I’m going to make up an example because I think it’s easier to communicate than what I really did which involves MCMC and Bayesian inference.

Assume you have data on peoples’ earnings, their age, and shoe size. Assume the only relevant peoples are people aged 1-10, and the only possible shoe sizes are 1-10. These are categorical variables you use in a model.

Let’s say you have a data set consisting of exactly 1 observation for each case where age <= show size.
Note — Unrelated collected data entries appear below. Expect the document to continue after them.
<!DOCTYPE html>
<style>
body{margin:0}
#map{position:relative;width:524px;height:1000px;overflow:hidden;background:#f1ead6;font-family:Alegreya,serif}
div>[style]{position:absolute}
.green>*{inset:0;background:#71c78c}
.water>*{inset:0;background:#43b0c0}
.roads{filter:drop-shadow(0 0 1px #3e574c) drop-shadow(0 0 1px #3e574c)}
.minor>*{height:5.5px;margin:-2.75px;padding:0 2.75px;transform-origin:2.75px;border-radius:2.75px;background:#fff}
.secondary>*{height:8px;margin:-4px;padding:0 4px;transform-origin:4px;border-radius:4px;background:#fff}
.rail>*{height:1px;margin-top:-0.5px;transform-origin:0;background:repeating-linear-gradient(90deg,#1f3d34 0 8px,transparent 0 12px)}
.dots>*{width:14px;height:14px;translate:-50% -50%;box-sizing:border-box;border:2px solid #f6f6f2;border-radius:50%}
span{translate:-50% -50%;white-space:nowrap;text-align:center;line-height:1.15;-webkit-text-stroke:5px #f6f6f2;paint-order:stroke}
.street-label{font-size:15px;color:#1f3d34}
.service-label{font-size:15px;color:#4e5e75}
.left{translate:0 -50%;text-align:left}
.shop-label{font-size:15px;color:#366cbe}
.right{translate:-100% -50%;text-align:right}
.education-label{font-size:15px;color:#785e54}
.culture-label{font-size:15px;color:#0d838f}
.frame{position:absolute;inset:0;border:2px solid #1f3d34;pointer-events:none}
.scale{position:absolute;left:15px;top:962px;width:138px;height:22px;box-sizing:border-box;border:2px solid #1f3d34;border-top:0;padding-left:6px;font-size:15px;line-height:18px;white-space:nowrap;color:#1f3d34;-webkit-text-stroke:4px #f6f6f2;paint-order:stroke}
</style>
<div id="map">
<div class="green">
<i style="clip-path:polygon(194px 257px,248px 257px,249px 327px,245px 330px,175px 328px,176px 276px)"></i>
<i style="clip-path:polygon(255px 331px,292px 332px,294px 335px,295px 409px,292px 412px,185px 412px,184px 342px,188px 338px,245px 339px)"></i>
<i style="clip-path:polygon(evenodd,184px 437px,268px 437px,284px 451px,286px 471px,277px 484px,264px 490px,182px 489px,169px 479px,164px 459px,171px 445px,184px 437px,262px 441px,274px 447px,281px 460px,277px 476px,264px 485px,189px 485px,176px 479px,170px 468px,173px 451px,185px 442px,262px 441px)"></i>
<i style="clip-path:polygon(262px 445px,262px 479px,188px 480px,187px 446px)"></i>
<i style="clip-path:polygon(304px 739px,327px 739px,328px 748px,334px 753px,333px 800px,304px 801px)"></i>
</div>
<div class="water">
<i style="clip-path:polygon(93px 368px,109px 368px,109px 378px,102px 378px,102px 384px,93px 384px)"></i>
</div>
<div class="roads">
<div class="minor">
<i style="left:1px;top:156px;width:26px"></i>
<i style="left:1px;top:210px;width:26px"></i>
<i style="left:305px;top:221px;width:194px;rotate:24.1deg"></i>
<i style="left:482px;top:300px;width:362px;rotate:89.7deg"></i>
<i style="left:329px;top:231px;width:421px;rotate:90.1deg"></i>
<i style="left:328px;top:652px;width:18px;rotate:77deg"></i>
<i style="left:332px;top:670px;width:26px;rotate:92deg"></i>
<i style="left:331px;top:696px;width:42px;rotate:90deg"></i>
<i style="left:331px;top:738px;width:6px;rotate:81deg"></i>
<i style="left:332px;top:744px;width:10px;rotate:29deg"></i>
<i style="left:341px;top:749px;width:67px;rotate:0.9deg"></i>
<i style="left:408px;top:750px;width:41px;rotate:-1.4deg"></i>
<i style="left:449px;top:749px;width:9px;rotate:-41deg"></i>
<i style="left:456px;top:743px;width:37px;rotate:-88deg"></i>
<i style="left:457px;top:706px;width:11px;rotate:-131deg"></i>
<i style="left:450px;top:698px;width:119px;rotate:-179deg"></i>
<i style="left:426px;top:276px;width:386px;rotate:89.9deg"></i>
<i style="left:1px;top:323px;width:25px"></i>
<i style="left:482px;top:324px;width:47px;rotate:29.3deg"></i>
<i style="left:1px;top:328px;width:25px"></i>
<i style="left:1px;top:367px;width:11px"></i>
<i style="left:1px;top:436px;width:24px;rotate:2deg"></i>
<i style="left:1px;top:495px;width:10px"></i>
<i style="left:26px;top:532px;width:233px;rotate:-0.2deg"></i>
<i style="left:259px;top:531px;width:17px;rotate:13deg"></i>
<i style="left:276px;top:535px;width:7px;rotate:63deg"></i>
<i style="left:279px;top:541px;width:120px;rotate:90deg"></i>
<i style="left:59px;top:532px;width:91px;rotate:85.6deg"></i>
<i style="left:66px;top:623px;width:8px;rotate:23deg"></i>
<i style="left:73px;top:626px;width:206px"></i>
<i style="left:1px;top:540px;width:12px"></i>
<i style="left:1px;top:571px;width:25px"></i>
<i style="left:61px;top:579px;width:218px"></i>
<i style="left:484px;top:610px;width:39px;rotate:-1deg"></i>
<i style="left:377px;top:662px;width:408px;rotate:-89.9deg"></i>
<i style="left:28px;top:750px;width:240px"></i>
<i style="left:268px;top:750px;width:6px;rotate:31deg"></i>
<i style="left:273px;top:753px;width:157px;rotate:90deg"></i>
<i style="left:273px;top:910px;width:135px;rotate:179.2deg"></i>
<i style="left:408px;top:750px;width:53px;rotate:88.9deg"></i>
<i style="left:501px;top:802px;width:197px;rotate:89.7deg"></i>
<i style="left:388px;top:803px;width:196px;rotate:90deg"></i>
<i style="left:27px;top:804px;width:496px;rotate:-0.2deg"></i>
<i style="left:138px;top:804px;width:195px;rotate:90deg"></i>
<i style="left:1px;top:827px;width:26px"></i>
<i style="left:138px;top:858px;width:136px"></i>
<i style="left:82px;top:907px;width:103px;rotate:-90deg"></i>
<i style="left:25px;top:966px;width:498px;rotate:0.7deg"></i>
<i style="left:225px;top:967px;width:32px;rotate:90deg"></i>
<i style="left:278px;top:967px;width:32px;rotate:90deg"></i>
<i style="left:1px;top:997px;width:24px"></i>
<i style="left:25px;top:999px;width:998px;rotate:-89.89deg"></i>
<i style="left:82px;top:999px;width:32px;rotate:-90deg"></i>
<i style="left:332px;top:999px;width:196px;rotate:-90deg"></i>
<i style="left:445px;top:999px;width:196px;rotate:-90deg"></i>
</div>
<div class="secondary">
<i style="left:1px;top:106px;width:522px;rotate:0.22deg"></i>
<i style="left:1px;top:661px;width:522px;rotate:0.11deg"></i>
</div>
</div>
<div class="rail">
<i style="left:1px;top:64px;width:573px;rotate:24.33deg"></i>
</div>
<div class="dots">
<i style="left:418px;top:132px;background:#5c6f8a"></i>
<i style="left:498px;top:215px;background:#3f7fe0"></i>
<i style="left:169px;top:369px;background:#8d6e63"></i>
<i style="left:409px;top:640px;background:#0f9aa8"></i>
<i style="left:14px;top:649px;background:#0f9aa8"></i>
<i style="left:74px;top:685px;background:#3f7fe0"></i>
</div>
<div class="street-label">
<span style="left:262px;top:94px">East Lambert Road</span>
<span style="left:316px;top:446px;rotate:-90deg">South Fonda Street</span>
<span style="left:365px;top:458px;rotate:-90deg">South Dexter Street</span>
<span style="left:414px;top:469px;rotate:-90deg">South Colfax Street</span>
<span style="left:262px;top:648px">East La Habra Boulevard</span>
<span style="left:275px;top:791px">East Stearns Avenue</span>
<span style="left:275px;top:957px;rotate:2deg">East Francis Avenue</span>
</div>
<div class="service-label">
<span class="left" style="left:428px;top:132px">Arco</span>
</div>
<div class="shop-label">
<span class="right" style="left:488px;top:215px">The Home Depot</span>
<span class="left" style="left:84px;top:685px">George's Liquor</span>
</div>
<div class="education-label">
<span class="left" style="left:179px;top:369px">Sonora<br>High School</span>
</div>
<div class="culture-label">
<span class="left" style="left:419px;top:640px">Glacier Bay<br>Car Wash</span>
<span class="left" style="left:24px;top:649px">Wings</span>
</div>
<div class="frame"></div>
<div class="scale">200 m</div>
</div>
So for example, you have the income of a person with shoe size 10 at ages 1-10 (10 observations), the income of a person with shoe size 9 at ages 1-9 (9 observations)… down to a person with shoe size 1 at age 1 (1 observation). Thus you don’t have any observations for people with an age greater than their shoe size, but you want to be able predict the income of shoe size 3 when he’s age 10 for example. Let’s say in all your observations, your salaries are all below 20,000 and you know (both from experience and the data) that for an given shoe size, a higher age makes more money.

You construct a model where log(salary) = age + shoe size, where age and shoe size are categorical variables (binary variables each to account for every possibility). You estimate coefficients and now you can predict salary for any combination of age and shoe size.

You create another model and to compare the 2 models you look at an information criterion like AIC (Aikaike Information Criterion); in my specific case I’m looking at DIC (Deviance Information Criterion). Let’s say the AIC for model 2 is SUBSTANTIALLY lower than model 1.

However, when you use your model to estimate the salary of someone with shoe size 3 at age 10 like mentioned earlier using model 2, you get an estimate of 850,000, way higher than you know is possible in my fictional world where pretty much everyone is making less than 20,000. Also when you get the predictions based on model 1, you don’t get any estimates above 30,000 i.e. much more reasonable predictions.

Thus I definitely can’t use that model for my prediction because as a subject matter expert I know it’s not feasible but from a statistical standpoint I feel at a loss because the DIC was so much lower (19 compared to 60) which is a huge difference for DIC.

TLDR; what to do when statistics about Nevin Manimala point overwhelming to a model that isn’t producing feasible predictions.